• [Task directions]
Exactly the lines from the beginning of the records to the line with "position:absolute; left:16px; top:16px;", both ends included, are to be given again, and pictures are to be left out.

• [Records shown]
···

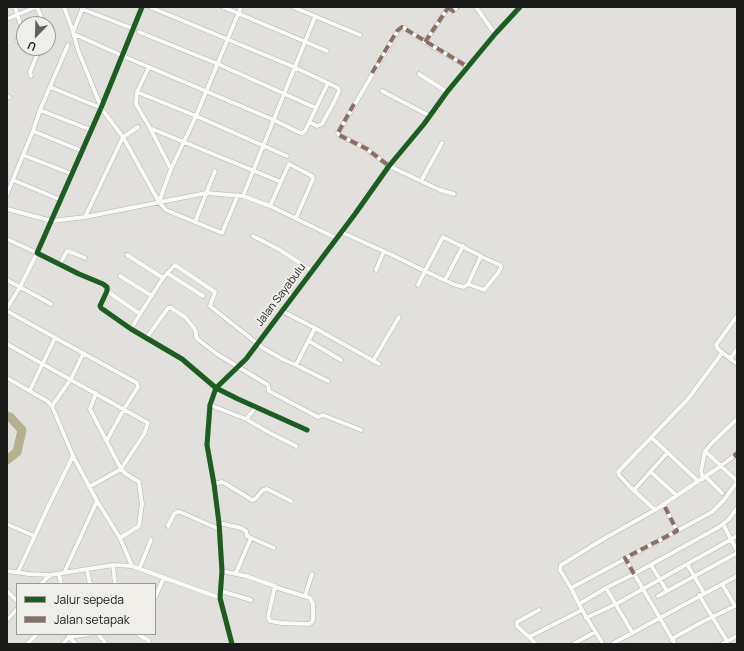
<!DOCTYPE html>
<html>
<head>
<meta charset="utf-8">
<style>
  body { margin:0 }
  #map { position:relative; width:744px; height:651px; overflow:hidden; background:#e1e0dc; font-family:Manrope,sans-serif }
  canvas { display:block }
  .frame { position:absolute; inset:0; border:8px solid #1b1b19; pointer-events:none }
  .legend { position:absolute; left:16px; top:583px; width:140px; height:52px; box-sizing:border-box; background:#efeee8; border:1px solid #9a9a95; margin:0; padding:5px 7px; list-style:none; font-size:12px; color:#1b1b19 }
  .legend li { display:flex; align-items:center; gap:8px; height:20px }
  .legend b { width:20px; border:1px solid #9a9a95 }
  .north { position:absolute; left:16px; top:16px; width:40px; height:40px; box-sizing:border-box; background:#efeee8; border:1px solid #9a9a95; border-radius:50%; rotate:203deg; font-size:11px; font-weight:700; line-height:16px; text-align:center; color:#1b1b19 }
  .north::after { content:''; display:block; margin:auto; width:14px; height:18px; background:#60605d; clip-path:polygon(50% 0,100% 100%,50% 72%,0 100%) }
</style>
</head>
<body>
<div id="map">
<canvas width="744" height="651"></canvas>
<div class="frame"></div>
<ul class="legend">
<li><b style="height:5px;background:#1b5e20"></b>Jalur sepeda</li>
<li><b style="height:5px;background:#8d6e63"></b>Jalan setapak</li>
</ul>
<div class="north">U</div>
</div>
<script>
const g = document.querySelector('canvas').getContext('2d');
g.lineJoin = 'round';
const shape = rows => new Path2D(rows.map(r => 'M' + r).join(''));
function stroke(path, color, width, dash) { g.strokeStyle = color; g.lineWidth = width; g.lineCap = dash ? 'butt' : 'round'; g.setLineDash(dash || []); g.stroke(path); }
function drawText(font, color, halo, rows, align = 'center') {
  g.font = font + ' Manrope,sans-serif'; g.lineWidth = 4; g.setLineDash([]); g.textBaseline = 'middle'; g.strokeStyle = halo; g.fillStyle = color; for (const [text, x, y, turn = 0] of rows) {
    g.save(); g.translate(x, y); g.rotate((+turn || 0) * Math.PI / 180); g.textAlign = isNaN(turn) ? turn : align; if (halo) g.strokeText(text, 0, 0); g.fillText(text, 0, 0); g.restore();
  }
}
const river = shape([
  [7,416,10,417,22,430,17,452,7,460]
]);
const minor = shape([
  [15,7,22,29,17,41],
  [37,7,44,24],
  [64,7,74,34,123,56,274,120,298,132,302,133,305,131,328,83,294,67,150,7],
  [83,7,73,32,78,50,101,107],
  [142,7,101,108,37,253,79,274,103,284,107,287,107,291,100,306,101,308,131,329,182,359,216,388,238,399,307,430],
  [223,7,327,51],
  [293,7,360,35],
  [448,7,453,11,458,7],
  [476,7,495,34],
  [82,9,134,29],
  [7,19,36,7],
  [139,32,218,64,316,108],
  [425,42,448,8],
  [149,67,137,92,136,104,150,128,281,182],
  [419,74,447,92],
  [31,76,30,72,40,48],
  [50,87,101,108,123,137,159,202,166,210,195,222,215,171],
  [382,91,430,116],
  [137,92,196,116,287,156],
  [7,96,9,97],
  [40,110,91,130],
  [309,122,317,126,322,124,334,102,339,91,338,88,328,83],
  [150,128,171,169],
  [33,131,82,151],
  [23,155,72,174],
  [13,180,61,200],
  [421,181,442,143],
  [7,194,33,131,40,110,68,45],
  [454,194,440,190,389,166,367,149,339,135,338,133,399,29,404,28,425,42,468,67],
  [243,196,270,206,336,238],
  [159,202,171,169,196,116,241,7],
  [270,206,289,164,312,176,313,179,296,218],
  [7,209,52,221,85,217,206,193,243,196,315,17],
  [85,217,123,137,138,127],
  [195,222,222,233,238,195],
  [341,232,392,255,425,271,455,285,460,286,464,287,468,284,481,256,443,237,425,271,418,285],
  [253,236,280,250,312,271],
  [7,239,37,253,20,287,7,280],
  [127,255,163,278],
  [60,264,67,251,76,254,85,258],
  [376,270,384,251],
  [167,273,203,296],
  [120,276,152,296],
  [445,280,463,246],
  [468,284,484,290,498,273,501,267,500,265,482,257],
  [107,291,140,314,131,329],
  [7,308,20,287,51,304],
  [7,311,137,383,138,387,124,409,107,440],
  [282,311,315,328],
  [140,314,163,278,175,265,215,292,210,306,263,348,284,360,296,365,315,328,379,364],
  [737,316,716,345,718,349,737,364],
  [147,337,168,308,171,308,185,317,194,328,196,332,196,337,200,341,217,354,268,385,269,391,318,417,323,415,361,430],
  [309,341,341,360],
  [7,344,148,423,144,434,121,469],
  [722,353,688,399,618,472,619,475,628,485,655,510,721,466,737,481],
  [730,359,737,349],
  [373,361,399,317],
  [296,365,328,381],
  [7,378,47,401,52,406,73,456,49,505,18,572],
  [30,390,55,338],
  [96,393,90,409,121,469,126,474,139,482,142,504,139,526,120,538],
  [210,405,246,419,270,433,296,446],
  [52,406,71,379,83,354],
  [246,419,256,407],
  [652,438,698,481],
  [705,451,721,466,735,455],
  [73,456,97,501,120,538,132,566],
  [651,472,677,496],
  [706,477,722,493],
  [703,479,701,471,705,451,712,443,737,419],
  [214,484,222,482,226,484,252,500,255,499,263,490,267,489,291,501],
  [89,487,121,469],
  [634,490,668,452],
  [664,505,677,531],
  [219,523,241,528,246,531,247,536,274,548],
  [7,524,34,536],
  [723,524,737,551],
  [168,526,174,514,177,512,180,512,219,529],
  [625,558,675,644],
  [687,564,704,593],
  [113,565,115,584],
  [651,565,667,591],
  [140,567,151,540],
  [87,570,90,584],
  [7,571,29,574,50,575,113,565,132,566,220,598],
  [222,571,246,576,275,586,268,617,270,621,282,623,309,624,311,623,313,620,313,604,310,598,275,587],
  [64,573,97,501],
  [236,573,251,538],
  [59,574,61,584],
  [41,584,50,575],
  [571,588,560,570,561,565,605,538,655,510],
  [606,588,632,632],
  [7,591,17,601],
  [221,591,251,600],
  [699,595,727,641],
  [305,596,312,574],
  [658,596,737,553],
  [155,598,164,577],
  [579,604,606,588,634,574,719,527,729,519,737,508],
  [582,610,571,588,712,512,724,500,737,482],
  [586,618,618,603,737,536],
  [7,620,17,609],
  [69,634,69,637,76,644],
  [98,634,106,644],
  [138,634,149,641],
  [529,637,517,626,517,622,539,610],
  [672,640,675,637,704,621,735,606,722,584],
  [27,644,37,634],
  [63,644,69,637,89,634],
  [232,644,220,598,222,571,219,523,214,484,207,445,210,405,216,388,246,359,355,214,389,166,424,124,447,92,495,34,520,7],
  [536,644,529,637,582,610,603,644],
  [573,644,595,632],
  [612,644,737,576],
  [722,644,737,636]
]);
const quiet = shape([
  [448,7,453,11,458,7],
  [425,42,448,8],
  [372,73,397,31,402,27,468,67],
  [354,104,338,133,339,135,367,149,389,166],
  [737,453,735,455,737,457],
  [634,574,625,558,677,531,664,505]
]);
const cycleway = shape([
  [142,7,101,108,37,253,79,274,103,284,107,287,107,291,100,306,101,308,131,329,182,359,216,388,238,399,307,430],
  [232,644,220,598,222,571,219,523,214,484,207,445,210,405,216,388,246,359,355,214,389,166,424,124,447,92,495,34,520,7]
]);
const streetNames = [
  ["Jalan Sayabulu",281,295,-53]
];
stroke(river, '#b5b08e', 9);
stroke(minor, '#b3b2af', 5);
stroke(minor, '#fafafa', 4);
stroke(quiet, '#8d6e63', 4, [8, 4]);
stroke(cycleway, '#1b5e20', 5);
drawText('11px', '#1b1b19', '#efeee8', streetNames);
</script>
</body>
</html>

···

• [Task answer]
<!DOCTYPE html>
<html>
<head>
<meta charset="utf-8">
<style>
  body { margin:0 }
  #map { position:relative; width:744px; height:651px; overflow:hidden; background:#e1e0dc; font-family:Manrope,sans-serif }
  canvas { display:block }
  .frame { position:absolute; inset:0; border:8px solid #1b1b19; pointer-events:none }
  .legend { position:absolute; left:16px; top:583px; width:140px; height:52px; box-sizing:border-box; background:#efeee8; border:1px solid #9a9a95; margin:0; padding:5px 7px; list-style:none; font-size:12px; color:#1b1b19 }
  .legend li { display:flex; align-items:center; gap:8px; height:20px }
  .legend b { width:20px; border:1px solid #9a9a95 }
  .north { position:absolute; left:16px; top:16px; width:40px; height:40px; box-sizing:border-box; background:#efeee8; border:1px solid #9a9a95; border-radius:50%; rotate:203deg; font-size:11px; font-weight:700; line-height:16px; text-align:center; color:#1b1b19 }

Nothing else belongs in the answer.